Allons-nous replonger dans les travers dogmatiques d’une vision techniciste de la ville rencontrée ces dernières décennies et dont les effets sont toujours ressentis ? « La ville se projette et se dessine, mais elle ne se décrète pas » écrivait Julien Gracq. Sans approches transversales et pluridisciplinaires, la cohérence des territoires et leur qualité urbaine ne peut être assurée, a heureusement rappelé le secrétaire d’État au logement et à l’urbanisme, Benoist Apparu, lors des sixièmes entretiens de l’aménagement les 25 et 26 mars 2010 à Bordeaux. La mise en œuvre des politiques publiques d’urbanisme et leur mutation au regard des ambitions de développement durable ne pourra pas se faire sans urbanistes.

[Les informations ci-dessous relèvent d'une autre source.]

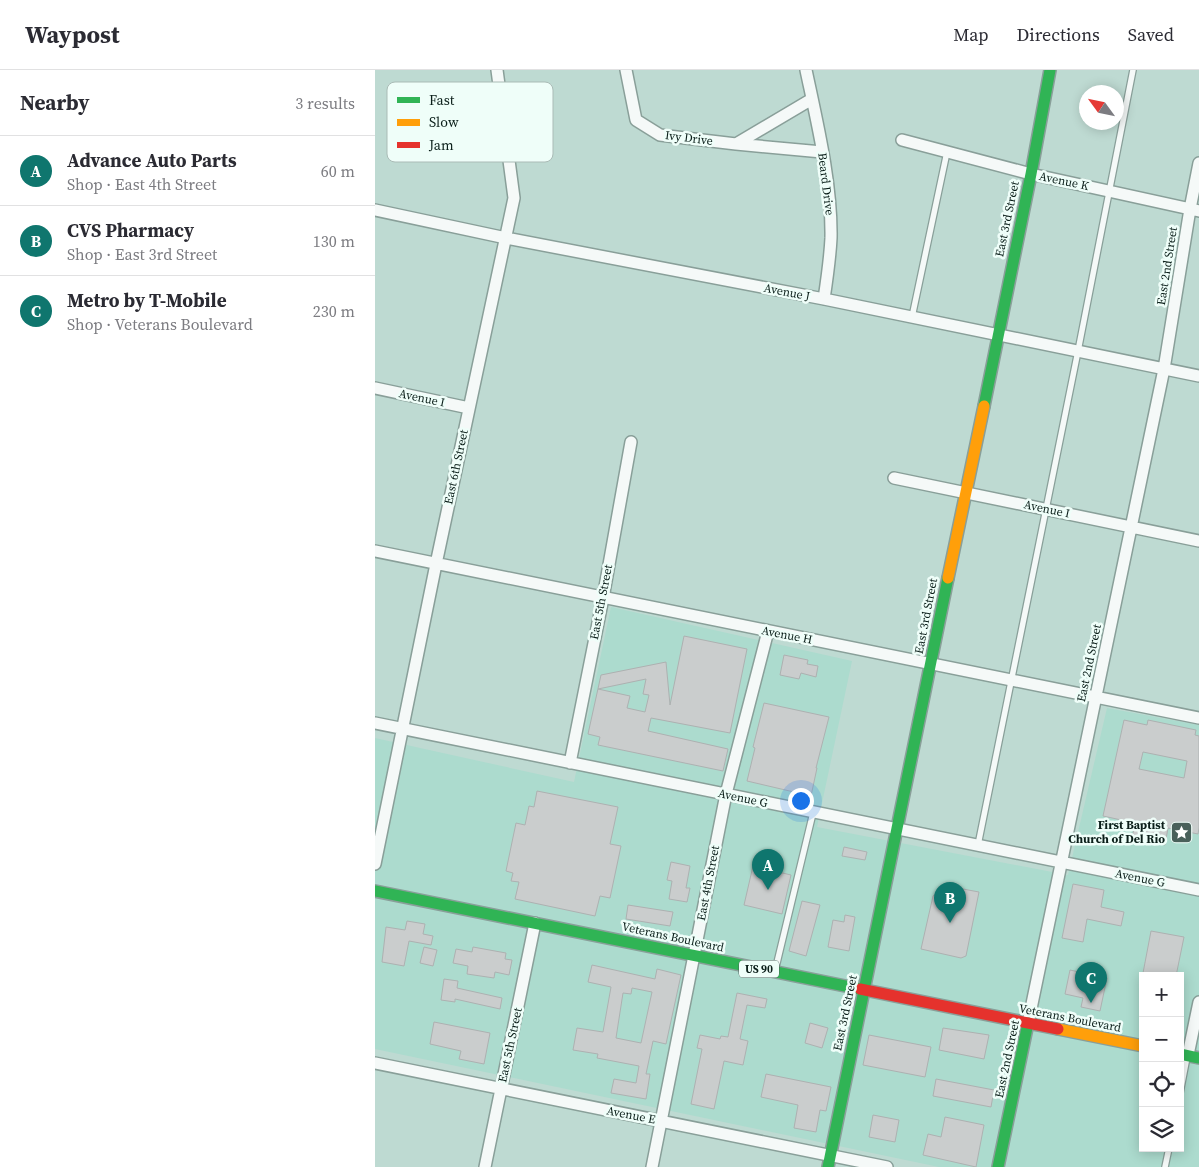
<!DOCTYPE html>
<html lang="en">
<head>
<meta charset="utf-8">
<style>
	:root { --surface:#fff; --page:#f7f7f7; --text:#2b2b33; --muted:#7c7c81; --line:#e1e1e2; --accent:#0f766e }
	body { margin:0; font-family:"Source Serif 4",serif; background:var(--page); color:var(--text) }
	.controls { position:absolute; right:15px; bottom:15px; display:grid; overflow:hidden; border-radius:0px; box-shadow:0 2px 12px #0003 }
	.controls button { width:45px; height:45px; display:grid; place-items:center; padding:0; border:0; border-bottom:1px solid var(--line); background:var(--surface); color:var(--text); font:25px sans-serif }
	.compass { position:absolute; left:704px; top:15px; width:45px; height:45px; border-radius:50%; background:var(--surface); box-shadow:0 2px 12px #0003; rotate:303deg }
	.you { position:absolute; left:425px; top:730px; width:18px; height:18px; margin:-12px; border:4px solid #fff; border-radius:50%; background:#1a73e8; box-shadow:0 0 0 8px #1a73e833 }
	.badge { display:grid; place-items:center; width:32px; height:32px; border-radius:50%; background:var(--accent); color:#fff; font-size:16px; font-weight:700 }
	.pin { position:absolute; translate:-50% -41px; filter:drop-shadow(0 1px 2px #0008) }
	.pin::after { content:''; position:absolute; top:26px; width:18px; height:15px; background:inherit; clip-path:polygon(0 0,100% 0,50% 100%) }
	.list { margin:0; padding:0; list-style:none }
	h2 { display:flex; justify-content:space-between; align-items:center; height:65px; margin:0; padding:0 20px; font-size:21px }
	h2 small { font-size:16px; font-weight:400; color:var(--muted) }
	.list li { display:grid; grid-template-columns:32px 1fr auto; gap:15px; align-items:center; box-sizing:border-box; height:70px; padding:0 20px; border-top:1px solid var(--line) }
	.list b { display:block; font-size:19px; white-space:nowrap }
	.list p { margin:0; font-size:16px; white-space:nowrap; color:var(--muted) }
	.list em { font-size:16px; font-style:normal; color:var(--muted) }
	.icon { flex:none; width:28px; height:28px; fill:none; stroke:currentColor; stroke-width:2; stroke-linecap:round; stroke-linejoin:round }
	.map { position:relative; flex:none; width:824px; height:1097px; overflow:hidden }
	header { display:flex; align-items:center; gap:30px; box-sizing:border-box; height:70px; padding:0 25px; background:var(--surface); border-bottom:1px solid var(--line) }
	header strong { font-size:24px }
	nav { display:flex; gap:28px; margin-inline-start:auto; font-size:18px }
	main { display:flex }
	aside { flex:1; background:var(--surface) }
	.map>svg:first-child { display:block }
	.built { fill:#acdbce; fill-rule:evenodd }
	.building { fill:#cacdcd; stroke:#adb1b1; fill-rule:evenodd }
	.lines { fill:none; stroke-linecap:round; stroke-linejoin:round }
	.lane-casing { stroke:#899f99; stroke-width:8 }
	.street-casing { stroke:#899f99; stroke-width:14 }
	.fast-casing { stroke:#899f99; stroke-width:14 }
	.slow-casing { stroke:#899f99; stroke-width:14 }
	.jam-casing { stroke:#899f99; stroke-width:14 }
	.lane { stroke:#f5f9f8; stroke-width:5.5 }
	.street { stroke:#f5f9f8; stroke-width:11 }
	.fast { stroke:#30b455; stroke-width:11 }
	.slow { stroke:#ff9f0a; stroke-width:11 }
	.jam { stroke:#e5322d; stroke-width:11 }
	.labels { text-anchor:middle; stroke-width:5; stroke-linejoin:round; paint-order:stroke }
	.shield { fill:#effef9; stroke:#4f615c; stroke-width:1 }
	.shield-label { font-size:11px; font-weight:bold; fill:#0a1e19 }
	.street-label { font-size:12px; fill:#0a1e19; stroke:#effef9 }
	.poi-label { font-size:12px; font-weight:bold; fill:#0a1e19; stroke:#effef9; text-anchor:end }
	.key { fill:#effef9; stroke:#aabbb6; stroke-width:1 }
	.key-label { font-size:14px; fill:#0a1e19 }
</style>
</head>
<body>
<header>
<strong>Waypost</strong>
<nav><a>Map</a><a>Directions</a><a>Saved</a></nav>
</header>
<main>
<aside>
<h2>Nearby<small>3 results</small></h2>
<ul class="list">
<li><span class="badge">A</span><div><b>Advance Auto Parts</b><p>Shop · East 4th Street</p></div><em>60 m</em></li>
<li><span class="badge">B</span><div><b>CVS Pharmacy</b><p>Shop · East 3rd Street</p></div><em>130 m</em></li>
<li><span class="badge">C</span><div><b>Metro by T-Mobile</b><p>Shop · Veterans Boulevard</p></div><em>230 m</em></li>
</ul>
</aside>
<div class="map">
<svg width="824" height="1097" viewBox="0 0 824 1097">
	<rect width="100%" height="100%" fill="#bedad2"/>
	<path class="built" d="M236 537 477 591 442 757 693 805 732 638 824 655V1097H564L0 979V668L199 712ZM768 906H805V1078H768Z"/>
	<path class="building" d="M309 566 372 579 355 663 276 648 273 661 353 679 348 701 223 675 225 667 213 664 226 605 291 592 295 635ZM271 609 268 624 274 625 270 642 252 638 255 626 223 619Z
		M409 585 433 590 432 594 443 596 441 607 426 603 424 609 405 605Z
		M389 633 454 647 441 698H442L436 726 372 711 380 678 378 677Z
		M749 650 772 655 773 650 821 660 820 665 824 666V758L823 764 793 758 790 775 757 768 760 753 728 746ZM768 682 812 691 809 708 764 699Z
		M162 721 243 737 235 774 246 776 235 828 225 826 220 846 140 829 144 812 136 811 138 803 131 801 141 753 150 755 154 736 159 737Z
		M469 777 492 782 490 790 467 786Z
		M296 792 315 796 311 818H315L312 832 294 829 297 811 292 810Z
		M378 796 416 805 407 844 369 835Z
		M698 814 729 820 726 837 749 842 746 856 712 849 708 872 687 868Z
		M572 816 604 822 591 886 586 888 546 879 558 826Z
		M427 831 445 835 431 886 414 881Z
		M253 835 298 842 295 856 251 849Z
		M470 845 480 847 474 881 453 877 458 850 469 852Z
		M32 851 50 854 48 864 58 866 56 875 34 871 29 896 7 892 11 857 30 860Z
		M776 861 809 867 801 906H781L768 903Z
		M49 877 62 880 58 896 45 893Z
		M98 877 131 883 130 889 137 890 134 905 120 902 119 908 92 904 93 896 78 893 81 879 97 882Z
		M217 895 280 909 282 899 306 905 291 974 278 971 271 1004H275L271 1029 236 1023 239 1009 261 1013 264 996 222 988 223 984 198 980 202 958 228 962 236 917 213 912ZM257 918 277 922 266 973 241 968 248 923 256 924Z
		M695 900 732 908 725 941 706 937 708 928 690 924Z
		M69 909 83 911 82 918 127 928 125 939 80 929V932L66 930Z
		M362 923 392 929 390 938 372 935 365 969 373 971 368 995 349 991 339 1039 316 1034 327 979 322 978 325 965 345 969 346 966 353 967Z
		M59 952 115 963 109 994 84 989 86 981 55 974Z
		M435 953 453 958 447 978 430 973Z
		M568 958 614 965 609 989 564 980Z
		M494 965 556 977 550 1007 488 995Z
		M391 1004 456 1017 451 1041 445 1040 441 1062 419 1058 423 1035 386 1027Z
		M561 1009 619 1020 616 1037 558 1026Z
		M498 1045 524 1050 520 1072 494 1067Z
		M570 1047 609 1055 601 1097 548 1085 553 1064 566 1067Z"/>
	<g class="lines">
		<defs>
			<path id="lane" d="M537 247 572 82
				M603 775 703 281 758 0
				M400 901 438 743
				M805 1023 812 987
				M790 1097 794 1078"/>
			<path id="street" d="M251 0 261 50 285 65 361 74 437 29
				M431 0C442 52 457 114 456 168 455 188 452 209 449 229
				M527 70 656 104 824 141
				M361 74 447 82
				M0 140 131 168 449 229 824 306
				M0 318 94 338
				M519 408 824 471
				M0 481 824 648
				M0 653 824 820
				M195 693 228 528 256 372
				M0 794 61 494 139 128 122 0
				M653 953 789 299 815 139 824 93
				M813 985 824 932
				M0 993 512 1097
				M110 1097 160 853
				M277 1097 351 724 393 561"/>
			<path id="fast" d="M609 336 656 104 675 0
				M0 821 485 919
				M805 984 824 988
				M453 1097 573 508
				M623 1097 653 953"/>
			<path id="slow" d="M573 508 609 336
				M683 959 768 976"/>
			<path id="jam" d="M485 919 683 959"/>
		</defs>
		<use href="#lane" class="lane-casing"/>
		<use href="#street" class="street-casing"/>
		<use href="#fast" class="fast-casing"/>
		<use href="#slow" class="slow-casing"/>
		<use href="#jam" class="jam-casing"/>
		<use href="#lane" class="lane"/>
		<use href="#street" class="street"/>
		<use href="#fast" class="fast"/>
		<use href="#slow" class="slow"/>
		<use href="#jam" class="jam"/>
	</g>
	<defs>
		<symbol id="sight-square" viewBox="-11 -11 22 22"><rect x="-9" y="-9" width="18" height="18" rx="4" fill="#49605a" stroke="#effef9"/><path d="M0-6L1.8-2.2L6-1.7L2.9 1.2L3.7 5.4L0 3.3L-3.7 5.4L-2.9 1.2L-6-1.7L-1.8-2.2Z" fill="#fff"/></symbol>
	</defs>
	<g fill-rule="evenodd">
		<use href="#sight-square" x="794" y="750" width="25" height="25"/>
	</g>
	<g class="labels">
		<rect class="shield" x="364" y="890.5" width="40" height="17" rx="4"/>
		<g class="shield-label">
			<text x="384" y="903">US 90</text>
		</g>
		<g class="street-label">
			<text transform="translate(314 68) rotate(7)" y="4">Ivy Drive</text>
			<text transform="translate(689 111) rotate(12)" y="4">Avenue K</text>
			<text transform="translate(451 114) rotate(83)" y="4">Beard Drive</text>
			<text transform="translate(632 149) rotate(-78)" y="4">East 3rd Street</text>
			<text transform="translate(792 196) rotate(-81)" y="4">East 2nd Street</text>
			<text transform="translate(412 222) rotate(11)" y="4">Avenue J</text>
			<text transform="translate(47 328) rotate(12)" y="4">Avenue I</text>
			<text transform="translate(81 397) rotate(-78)" y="4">East 6th Street</text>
			<text transform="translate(672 439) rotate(12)" y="4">Avenue I</text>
			<text transform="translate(226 532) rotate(-79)" y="4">East 5th Street</text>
			<text transform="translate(551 546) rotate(-79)" y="4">East 3rd Street</text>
			<text transform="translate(412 565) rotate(11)" y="4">Avenue H</text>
			<text transform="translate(714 593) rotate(-78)" y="4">East 2nd Street</text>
			<text transform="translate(368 728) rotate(12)" y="4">Avenue G</text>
			<text transform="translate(765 808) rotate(11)" y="4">Avenue G</text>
			<text transform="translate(333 813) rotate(-79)" y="4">East 4th Street</text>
			<text transform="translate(298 867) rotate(12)" y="4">Veterans Boulevard</text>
			<text transform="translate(470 943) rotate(-78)" y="4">East 3rd Street</text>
			<text transform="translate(695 948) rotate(11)" y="4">Veterans Boulevard</text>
			<text transform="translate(135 975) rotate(-78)" y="4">East 5th Street</text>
			<text transform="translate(632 989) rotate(-78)" y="4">East 2nd Street</text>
			<text transform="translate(256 1045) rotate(11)" y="4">Avenue E</text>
		</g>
		<g class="poi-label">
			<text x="790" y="759">First Baptist<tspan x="790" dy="14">Church of Del Rio</tspan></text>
		</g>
	</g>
	<rect x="12" y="12" width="166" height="80" rx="8" class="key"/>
	<rect x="22" y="27" width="23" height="6" fill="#30b455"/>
	<rect x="22" y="49" width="23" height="7" fill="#ff9f0a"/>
	<rect x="22" y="72" width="23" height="6" fill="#e5322d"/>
	<g class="key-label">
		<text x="54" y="35">Fast</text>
		<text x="54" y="57">Slow</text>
		<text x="54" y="80">Jam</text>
	</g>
</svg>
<div class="controls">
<button>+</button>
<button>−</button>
<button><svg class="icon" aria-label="locate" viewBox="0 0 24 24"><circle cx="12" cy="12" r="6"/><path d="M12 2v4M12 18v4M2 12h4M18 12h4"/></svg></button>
<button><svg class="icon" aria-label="layers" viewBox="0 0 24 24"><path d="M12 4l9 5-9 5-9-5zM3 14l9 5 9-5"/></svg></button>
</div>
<svg class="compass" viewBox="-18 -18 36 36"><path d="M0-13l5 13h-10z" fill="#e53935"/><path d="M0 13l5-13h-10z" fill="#7c7c81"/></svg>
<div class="you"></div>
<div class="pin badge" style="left:393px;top:820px">A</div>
<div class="pin badge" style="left:575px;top:853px">B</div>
<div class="pin badge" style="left:716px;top:933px">C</div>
</div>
</main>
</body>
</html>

En dépit du barrage organisé, les collectivités locales continuent à recruter des urbanistes. Elles recourent soit au concours d’attaché territorial qui ne reconnaît ni le niveau d’études (exigence d’un Bac + 3 pour des diplômés à Bac + 5) ni l’expertise technique (concours de filière administrative) des candidats qui s’y résignent, soit, le plus souvent, à la voie contractuelle censée pourtant être utilisée dans des cas exceptionnels et limités dans le temps. Au-delà du phénomène de précarisation de statut et d’instauration d’une fonction publique à deux vitesses, la contractualisation pose le problème d’une adéquation avec la construction et la mise en œuvre d’une stratégie d’urbanisme cohérente.
Ainsi le CNJU appelle à la mise en place d’un moratoire sur les mesures d’exclusion du concours d’ingénieur territorial. Dans une perspective plus pérenne, le CNJU formule la demande, appuyée par la profession, de la mise en place d’une réflexion sur la création d’un grade statutaire d’urbaniste territorial proposant différents niveaux d’accès et regroupant les professionnels de la ville et des territoires.
Aucune profession ne peut revendiquer une mainmise sur la ville et le territoire – systèmes complexes s’il en est. Leur qualité et leur capacité à faire société ne se construit que par la collaboration.